PROBLEM DETAILS >> Repeat the entries without change, omitting the pictures.

** Opening RECORDED INFORMATION block **

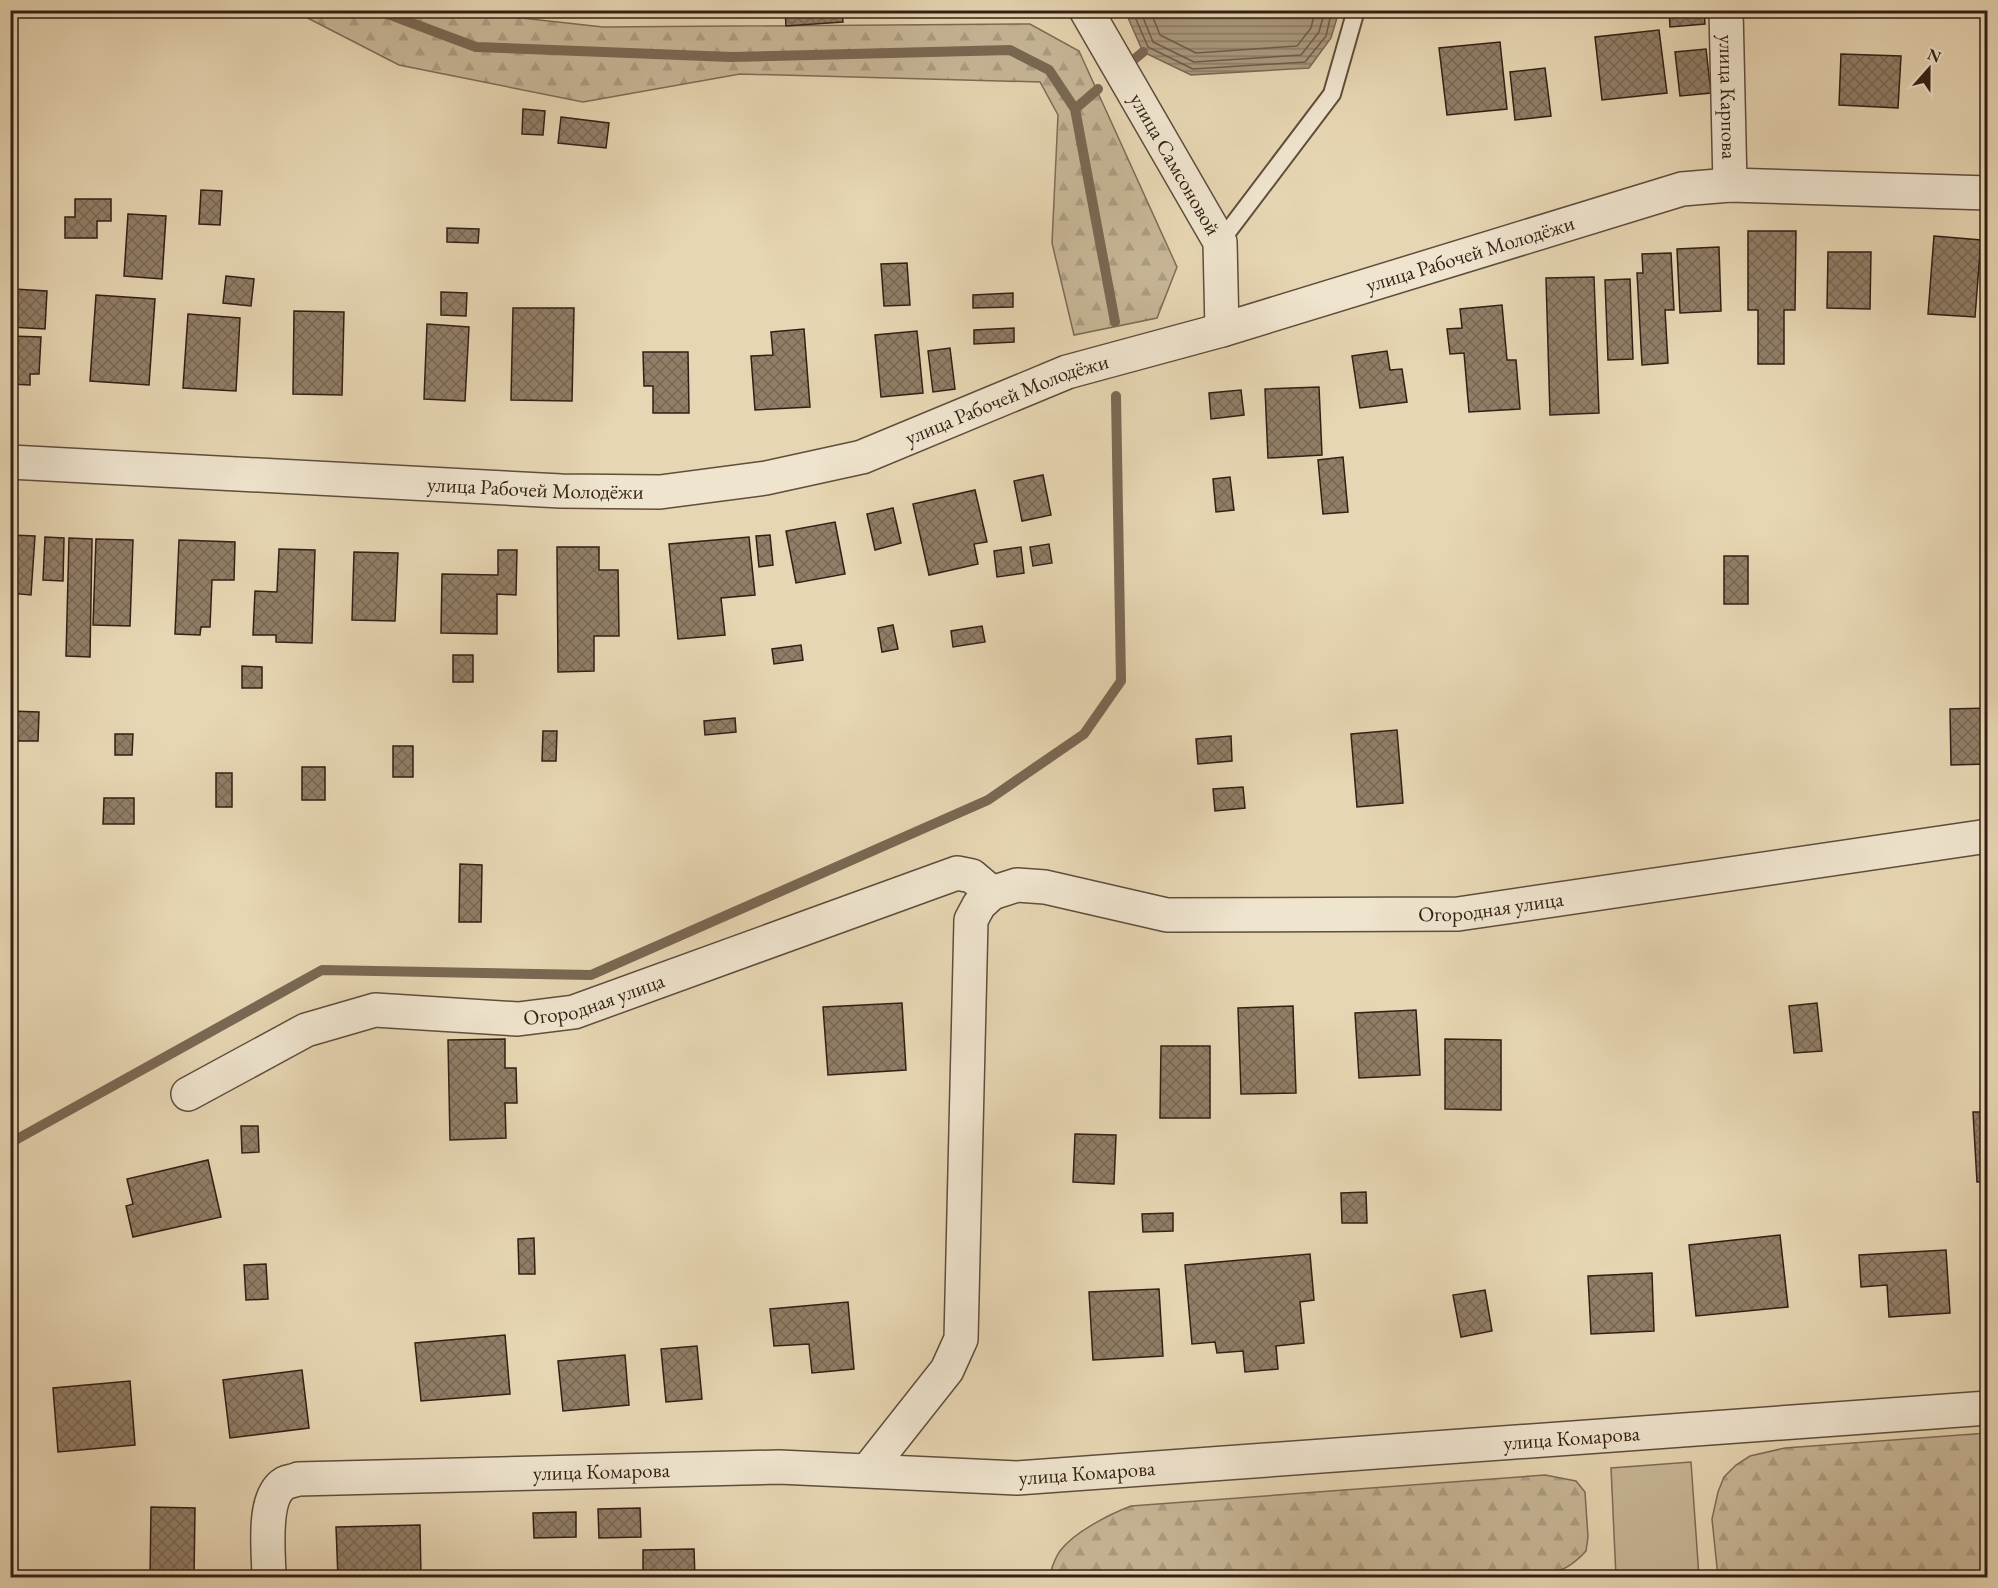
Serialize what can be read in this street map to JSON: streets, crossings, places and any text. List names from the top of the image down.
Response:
{
  "streets": {
    "street": [
      "улица Карпова",
      "улица Самсоновой",
      "улица Рабочей Молодёжи",
      "Огородная улица",
      "улица Комарова"
    ]
  },
  "crossings": [
    ["улица Карпова", "улица Рабочей Молодёжи"],
    ["улица Самсоновой", "улица Рабочей Молодёжи"]
  ],
  "north": "top"
}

** Closing RECORDED INFORMATION block **

ANSWER AREA >>
Serialize what can be read in this street map to JSON: streets, crossings, places and any text. List names from the top of the image down.
Response:
{
  "streets": {
    "street": [
      "улица Карпова",
      "улица Самсоновой",
      "улица Рабочей Молодёжи",
      "Огородная улица",
      "улица Комарова"
    ]
  },
  "crossings": [
    ["улица Карпова", "улица Рабочей Молодёжи"],
    ["улица Самсоновой", "улица Рабочей Молодёжи"]
  ],
  "north": "top"
}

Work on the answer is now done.